> **TASK DETAILS**: Pull every line holding the word "linecap" from the data below and copy it.
*** DATA FOR THIS EXERCISE ***
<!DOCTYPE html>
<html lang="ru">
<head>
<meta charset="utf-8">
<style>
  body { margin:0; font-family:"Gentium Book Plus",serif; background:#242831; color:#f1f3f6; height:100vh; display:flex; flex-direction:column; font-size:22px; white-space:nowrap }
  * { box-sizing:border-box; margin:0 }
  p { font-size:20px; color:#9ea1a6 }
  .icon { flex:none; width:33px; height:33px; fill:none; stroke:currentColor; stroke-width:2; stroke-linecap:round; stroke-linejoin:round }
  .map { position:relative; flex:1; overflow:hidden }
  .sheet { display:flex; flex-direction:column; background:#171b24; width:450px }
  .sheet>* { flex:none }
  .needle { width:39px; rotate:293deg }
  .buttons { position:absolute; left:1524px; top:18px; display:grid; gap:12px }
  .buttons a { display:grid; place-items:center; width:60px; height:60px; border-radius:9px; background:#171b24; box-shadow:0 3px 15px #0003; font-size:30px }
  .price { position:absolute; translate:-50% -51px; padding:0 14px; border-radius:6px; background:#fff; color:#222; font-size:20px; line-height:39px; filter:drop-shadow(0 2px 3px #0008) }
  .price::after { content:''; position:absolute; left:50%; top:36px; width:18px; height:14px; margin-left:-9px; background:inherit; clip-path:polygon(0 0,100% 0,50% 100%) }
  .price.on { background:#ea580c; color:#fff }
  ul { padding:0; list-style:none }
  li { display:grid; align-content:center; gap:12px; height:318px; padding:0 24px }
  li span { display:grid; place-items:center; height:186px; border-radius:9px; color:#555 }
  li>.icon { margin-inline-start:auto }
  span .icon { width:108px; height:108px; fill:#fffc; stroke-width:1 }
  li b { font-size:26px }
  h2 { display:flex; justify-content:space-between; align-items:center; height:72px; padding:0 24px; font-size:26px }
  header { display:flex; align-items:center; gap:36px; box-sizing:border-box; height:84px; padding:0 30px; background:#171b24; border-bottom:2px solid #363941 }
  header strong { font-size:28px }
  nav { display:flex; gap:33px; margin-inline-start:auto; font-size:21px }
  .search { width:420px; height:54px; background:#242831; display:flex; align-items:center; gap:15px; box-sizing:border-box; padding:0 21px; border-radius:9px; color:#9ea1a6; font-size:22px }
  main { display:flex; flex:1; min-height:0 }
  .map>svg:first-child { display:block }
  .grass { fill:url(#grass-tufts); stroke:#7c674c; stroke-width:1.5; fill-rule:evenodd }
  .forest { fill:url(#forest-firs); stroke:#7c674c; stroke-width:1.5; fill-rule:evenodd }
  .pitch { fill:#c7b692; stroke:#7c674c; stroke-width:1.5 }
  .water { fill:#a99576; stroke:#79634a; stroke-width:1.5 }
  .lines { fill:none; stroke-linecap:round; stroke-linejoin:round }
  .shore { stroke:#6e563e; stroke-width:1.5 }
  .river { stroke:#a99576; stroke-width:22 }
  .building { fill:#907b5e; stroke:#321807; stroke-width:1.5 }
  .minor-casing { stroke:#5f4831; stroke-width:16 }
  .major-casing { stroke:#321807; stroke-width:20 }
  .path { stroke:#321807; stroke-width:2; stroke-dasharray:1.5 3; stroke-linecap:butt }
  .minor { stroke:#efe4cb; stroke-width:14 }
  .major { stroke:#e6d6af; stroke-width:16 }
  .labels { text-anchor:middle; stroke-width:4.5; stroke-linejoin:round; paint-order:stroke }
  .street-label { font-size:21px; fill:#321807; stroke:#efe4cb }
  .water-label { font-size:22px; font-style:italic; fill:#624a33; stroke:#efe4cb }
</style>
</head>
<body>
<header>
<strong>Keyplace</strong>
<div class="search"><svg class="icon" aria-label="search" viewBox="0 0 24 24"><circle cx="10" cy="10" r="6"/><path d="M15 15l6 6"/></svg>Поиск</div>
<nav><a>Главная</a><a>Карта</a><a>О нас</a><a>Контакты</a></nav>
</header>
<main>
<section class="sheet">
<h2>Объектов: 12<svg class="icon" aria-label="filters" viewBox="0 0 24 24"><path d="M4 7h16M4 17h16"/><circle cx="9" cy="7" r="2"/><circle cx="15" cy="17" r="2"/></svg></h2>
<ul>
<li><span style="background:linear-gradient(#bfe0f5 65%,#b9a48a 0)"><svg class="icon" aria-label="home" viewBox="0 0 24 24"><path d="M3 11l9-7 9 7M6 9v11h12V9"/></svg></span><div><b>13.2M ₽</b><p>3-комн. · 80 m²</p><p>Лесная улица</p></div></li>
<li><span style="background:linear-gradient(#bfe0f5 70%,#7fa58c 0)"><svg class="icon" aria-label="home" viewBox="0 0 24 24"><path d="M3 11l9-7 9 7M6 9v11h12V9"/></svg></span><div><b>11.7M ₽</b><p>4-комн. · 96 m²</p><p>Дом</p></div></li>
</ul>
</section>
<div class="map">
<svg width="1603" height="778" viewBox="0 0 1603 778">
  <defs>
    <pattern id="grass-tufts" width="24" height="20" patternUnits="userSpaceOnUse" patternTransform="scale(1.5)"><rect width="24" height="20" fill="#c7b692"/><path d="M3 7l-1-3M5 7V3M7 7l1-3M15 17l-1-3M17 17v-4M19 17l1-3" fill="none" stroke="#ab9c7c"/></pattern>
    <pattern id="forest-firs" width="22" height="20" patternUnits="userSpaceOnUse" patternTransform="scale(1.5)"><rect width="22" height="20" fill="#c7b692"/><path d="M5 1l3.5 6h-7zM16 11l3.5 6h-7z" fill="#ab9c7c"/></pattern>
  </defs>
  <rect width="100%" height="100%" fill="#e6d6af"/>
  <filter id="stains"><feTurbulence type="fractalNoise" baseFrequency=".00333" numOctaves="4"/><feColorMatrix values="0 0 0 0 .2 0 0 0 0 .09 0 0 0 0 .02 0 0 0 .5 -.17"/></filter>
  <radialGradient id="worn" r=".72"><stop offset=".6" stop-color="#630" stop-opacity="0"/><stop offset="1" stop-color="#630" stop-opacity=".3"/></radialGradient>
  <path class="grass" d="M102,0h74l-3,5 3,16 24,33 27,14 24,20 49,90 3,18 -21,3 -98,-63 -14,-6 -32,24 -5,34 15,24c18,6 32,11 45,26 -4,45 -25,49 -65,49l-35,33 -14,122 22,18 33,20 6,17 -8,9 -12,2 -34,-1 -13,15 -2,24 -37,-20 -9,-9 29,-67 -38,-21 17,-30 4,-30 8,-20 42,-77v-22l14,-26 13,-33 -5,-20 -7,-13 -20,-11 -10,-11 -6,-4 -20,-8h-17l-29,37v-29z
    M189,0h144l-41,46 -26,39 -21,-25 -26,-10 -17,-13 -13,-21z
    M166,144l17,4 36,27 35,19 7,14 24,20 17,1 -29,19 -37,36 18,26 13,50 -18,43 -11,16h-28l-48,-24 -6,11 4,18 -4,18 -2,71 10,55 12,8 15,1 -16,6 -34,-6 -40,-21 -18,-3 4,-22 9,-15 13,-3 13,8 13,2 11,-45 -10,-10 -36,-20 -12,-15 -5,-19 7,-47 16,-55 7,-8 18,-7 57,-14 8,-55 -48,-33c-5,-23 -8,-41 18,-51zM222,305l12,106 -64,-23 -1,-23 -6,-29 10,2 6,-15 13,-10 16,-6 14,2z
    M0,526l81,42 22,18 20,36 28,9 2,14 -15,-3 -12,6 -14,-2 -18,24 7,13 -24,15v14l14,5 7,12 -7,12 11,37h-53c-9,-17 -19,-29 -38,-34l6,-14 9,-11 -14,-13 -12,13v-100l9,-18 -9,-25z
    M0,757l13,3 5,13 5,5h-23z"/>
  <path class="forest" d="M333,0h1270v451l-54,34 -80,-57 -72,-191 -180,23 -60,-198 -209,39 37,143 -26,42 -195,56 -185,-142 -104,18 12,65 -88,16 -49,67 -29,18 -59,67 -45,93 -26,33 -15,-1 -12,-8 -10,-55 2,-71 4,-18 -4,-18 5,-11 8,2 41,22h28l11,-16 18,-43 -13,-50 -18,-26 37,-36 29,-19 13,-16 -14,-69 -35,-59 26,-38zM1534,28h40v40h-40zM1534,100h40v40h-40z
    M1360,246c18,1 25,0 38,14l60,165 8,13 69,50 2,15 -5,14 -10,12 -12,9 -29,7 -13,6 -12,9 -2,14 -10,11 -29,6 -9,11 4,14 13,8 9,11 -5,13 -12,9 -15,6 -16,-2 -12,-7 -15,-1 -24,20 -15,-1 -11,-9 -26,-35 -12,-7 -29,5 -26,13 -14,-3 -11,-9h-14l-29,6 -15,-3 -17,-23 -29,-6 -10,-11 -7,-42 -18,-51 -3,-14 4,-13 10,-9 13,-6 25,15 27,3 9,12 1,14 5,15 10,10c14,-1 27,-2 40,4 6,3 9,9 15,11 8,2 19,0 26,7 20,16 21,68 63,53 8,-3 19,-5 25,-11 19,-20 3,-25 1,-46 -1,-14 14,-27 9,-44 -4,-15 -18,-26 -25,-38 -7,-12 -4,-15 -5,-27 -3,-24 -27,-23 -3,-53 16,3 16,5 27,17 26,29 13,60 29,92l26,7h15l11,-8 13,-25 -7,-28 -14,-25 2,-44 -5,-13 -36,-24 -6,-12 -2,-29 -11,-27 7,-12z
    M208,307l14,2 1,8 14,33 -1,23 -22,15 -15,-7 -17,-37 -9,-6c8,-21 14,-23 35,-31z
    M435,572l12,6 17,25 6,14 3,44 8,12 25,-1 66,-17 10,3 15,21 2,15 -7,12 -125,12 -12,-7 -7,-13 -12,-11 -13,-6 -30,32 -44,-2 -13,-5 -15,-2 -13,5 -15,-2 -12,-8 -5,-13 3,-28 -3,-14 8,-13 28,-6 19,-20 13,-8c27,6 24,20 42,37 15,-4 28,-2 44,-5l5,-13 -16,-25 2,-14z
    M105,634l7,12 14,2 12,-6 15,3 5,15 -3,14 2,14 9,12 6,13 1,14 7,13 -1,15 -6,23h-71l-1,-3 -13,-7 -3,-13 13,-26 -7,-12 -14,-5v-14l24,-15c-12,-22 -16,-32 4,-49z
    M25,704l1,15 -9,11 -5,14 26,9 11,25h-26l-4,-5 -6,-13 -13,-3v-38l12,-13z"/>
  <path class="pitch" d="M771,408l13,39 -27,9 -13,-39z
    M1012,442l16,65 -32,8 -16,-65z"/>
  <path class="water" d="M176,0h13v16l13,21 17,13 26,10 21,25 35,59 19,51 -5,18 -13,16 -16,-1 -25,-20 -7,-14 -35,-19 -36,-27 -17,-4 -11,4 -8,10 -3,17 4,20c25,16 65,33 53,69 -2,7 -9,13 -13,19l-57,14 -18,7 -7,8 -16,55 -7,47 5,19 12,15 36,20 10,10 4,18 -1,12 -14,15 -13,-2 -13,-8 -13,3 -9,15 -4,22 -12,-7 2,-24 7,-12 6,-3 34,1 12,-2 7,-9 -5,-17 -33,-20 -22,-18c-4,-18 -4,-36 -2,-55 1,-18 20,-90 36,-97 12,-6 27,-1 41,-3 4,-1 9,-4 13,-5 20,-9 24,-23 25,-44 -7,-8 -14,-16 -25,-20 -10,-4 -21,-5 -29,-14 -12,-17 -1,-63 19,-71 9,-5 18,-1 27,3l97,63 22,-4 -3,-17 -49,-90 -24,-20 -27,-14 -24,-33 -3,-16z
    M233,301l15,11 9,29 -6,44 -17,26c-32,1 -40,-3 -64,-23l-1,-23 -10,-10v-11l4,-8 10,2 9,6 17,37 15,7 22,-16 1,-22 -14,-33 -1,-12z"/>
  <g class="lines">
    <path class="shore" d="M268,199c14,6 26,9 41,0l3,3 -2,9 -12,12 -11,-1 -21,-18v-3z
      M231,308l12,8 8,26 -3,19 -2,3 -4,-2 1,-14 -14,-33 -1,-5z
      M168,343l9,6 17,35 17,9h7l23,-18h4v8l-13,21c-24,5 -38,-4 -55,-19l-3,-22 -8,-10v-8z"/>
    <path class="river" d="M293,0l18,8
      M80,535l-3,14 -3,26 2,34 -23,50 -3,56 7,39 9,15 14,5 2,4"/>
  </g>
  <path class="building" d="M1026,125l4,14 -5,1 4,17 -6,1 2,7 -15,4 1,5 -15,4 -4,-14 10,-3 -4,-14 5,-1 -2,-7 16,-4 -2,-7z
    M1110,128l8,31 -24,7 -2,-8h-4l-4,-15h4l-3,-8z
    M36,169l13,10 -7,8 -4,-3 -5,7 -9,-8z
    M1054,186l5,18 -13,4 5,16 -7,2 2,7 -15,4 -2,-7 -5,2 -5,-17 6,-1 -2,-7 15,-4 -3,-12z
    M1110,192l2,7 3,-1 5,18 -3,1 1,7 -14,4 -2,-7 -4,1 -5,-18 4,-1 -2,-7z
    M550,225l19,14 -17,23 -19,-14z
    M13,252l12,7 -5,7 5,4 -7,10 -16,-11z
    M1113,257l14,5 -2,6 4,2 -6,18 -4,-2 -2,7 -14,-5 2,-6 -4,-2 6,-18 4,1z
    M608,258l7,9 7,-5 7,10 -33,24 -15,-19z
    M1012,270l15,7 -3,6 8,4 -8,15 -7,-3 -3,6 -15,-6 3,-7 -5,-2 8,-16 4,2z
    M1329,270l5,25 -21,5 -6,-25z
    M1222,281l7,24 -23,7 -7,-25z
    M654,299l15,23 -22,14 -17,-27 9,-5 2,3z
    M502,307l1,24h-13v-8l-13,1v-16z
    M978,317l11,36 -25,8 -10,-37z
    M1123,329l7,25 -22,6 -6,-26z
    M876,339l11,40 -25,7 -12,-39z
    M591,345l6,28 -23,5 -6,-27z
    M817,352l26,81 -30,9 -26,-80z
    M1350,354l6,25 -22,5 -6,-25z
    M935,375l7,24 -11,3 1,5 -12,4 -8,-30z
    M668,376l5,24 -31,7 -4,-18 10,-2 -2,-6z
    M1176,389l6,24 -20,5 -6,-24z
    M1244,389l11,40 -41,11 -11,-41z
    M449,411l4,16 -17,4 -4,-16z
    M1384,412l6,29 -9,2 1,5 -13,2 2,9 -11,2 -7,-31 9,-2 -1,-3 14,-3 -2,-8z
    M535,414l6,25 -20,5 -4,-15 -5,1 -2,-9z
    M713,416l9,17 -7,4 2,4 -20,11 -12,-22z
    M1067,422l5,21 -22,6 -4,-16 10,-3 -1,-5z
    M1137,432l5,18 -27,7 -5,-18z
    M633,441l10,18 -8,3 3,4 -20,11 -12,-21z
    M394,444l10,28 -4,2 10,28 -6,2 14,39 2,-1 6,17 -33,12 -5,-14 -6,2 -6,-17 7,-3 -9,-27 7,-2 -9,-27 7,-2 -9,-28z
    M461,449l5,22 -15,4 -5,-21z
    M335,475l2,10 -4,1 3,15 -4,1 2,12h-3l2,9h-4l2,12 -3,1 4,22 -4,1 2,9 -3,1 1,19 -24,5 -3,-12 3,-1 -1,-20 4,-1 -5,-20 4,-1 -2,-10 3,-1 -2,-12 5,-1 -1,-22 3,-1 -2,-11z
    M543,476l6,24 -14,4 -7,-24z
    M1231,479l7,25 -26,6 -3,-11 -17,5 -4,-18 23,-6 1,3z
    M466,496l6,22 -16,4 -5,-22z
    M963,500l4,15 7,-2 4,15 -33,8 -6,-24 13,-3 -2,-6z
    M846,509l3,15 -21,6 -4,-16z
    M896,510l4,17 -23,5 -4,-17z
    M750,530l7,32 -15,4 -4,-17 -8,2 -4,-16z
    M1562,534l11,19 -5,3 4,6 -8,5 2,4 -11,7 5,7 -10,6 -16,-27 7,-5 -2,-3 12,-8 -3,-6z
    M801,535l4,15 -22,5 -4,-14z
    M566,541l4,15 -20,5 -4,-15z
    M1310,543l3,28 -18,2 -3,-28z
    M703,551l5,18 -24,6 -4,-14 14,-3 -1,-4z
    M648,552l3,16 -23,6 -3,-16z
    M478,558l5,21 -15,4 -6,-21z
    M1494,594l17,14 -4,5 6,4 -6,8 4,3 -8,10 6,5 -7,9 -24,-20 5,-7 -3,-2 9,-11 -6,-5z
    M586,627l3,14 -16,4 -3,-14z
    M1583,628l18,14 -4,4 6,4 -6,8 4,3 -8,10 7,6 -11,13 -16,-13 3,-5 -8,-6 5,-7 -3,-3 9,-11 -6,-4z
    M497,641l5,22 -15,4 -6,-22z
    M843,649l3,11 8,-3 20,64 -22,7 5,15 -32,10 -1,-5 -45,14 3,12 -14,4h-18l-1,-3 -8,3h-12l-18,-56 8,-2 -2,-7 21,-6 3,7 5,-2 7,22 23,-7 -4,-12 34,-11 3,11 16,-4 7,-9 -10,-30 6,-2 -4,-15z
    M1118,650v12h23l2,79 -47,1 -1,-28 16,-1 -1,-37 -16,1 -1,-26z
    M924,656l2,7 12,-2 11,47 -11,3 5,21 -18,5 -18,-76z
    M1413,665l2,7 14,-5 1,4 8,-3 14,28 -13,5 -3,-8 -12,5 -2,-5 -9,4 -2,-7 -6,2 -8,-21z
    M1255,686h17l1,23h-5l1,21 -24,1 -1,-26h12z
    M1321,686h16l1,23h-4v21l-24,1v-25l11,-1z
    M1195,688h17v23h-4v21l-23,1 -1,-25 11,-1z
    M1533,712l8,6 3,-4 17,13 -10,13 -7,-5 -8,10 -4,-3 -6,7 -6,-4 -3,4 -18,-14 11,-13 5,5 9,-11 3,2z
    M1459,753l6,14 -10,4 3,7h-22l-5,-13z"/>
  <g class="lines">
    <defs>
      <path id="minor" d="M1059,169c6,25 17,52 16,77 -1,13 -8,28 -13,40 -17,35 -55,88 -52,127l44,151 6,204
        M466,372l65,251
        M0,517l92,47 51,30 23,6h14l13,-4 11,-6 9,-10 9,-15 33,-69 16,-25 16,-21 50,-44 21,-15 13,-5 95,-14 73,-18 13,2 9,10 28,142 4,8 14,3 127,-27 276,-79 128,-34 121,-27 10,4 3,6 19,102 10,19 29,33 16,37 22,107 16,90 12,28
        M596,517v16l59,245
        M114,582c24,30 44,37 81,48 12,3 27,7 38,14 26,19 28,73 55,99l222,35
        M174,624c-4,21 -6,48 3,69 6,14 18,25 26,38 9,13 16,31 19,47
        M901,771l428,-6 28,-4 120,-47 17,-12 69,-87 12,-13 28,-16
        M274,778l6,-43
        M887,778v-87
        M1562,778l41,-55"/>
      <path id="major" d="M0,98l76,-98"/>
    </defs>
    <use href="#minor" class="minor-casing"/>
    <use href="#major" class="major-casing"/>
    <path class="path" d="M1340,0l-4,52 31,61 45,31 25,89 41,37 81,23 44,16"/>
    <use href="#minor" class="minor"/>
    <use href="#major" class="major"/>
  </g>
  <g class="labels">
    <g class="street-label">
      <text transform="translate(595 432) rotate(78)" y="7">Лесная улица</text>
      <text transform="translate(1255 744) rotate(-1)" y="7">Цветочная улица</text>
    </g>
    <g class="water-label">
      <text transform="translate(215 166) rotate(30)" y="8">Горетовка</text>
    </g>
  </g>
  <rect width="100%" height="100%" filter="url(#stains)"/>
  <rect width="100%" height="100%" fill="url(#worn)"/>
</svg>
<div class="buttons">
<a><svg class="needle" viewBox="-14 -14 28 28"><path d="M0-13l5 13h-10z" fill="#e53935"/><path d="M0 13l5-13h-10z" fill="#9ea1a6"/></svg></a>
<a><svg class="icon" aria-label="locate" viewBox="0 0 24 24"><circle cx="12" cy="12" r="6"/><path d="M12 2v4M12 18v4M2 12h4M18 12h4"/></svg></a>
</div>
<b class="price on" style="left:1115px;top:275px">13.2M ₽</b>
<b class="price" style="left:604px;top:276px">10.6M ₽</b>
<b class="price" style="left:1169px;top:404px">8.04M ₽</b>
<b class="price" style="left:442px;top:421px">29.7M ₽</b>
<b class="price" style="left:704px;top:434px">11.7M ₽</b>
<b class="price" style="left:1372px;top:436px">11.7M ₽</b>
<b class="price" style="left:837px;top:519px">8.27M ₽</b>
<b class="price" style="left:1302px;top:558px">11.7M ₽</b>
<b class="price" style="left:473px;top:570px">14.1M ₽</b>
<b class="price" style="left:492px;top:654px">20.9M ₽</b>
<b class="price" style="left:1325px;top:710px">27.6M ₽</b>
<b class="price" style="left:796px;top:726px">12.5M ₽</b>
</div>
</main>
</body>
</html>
*** End of DATA FOR THIS EXERCISE ***
> **EXERCISE OUTPUT**:
  .icon { flex:none; width:33px; height:33px; fill:none; stroke:currentColor; stroke-width:2; stroke-linecap:round; stroke-linejoin:round }
  .lines { fill:none; stroke-linecap:round; stroke-linejoin:round }
  .path { stroke:#321807; stroke-width:2; stroke-dasharray:1.5 3; stroke-linecap:butt }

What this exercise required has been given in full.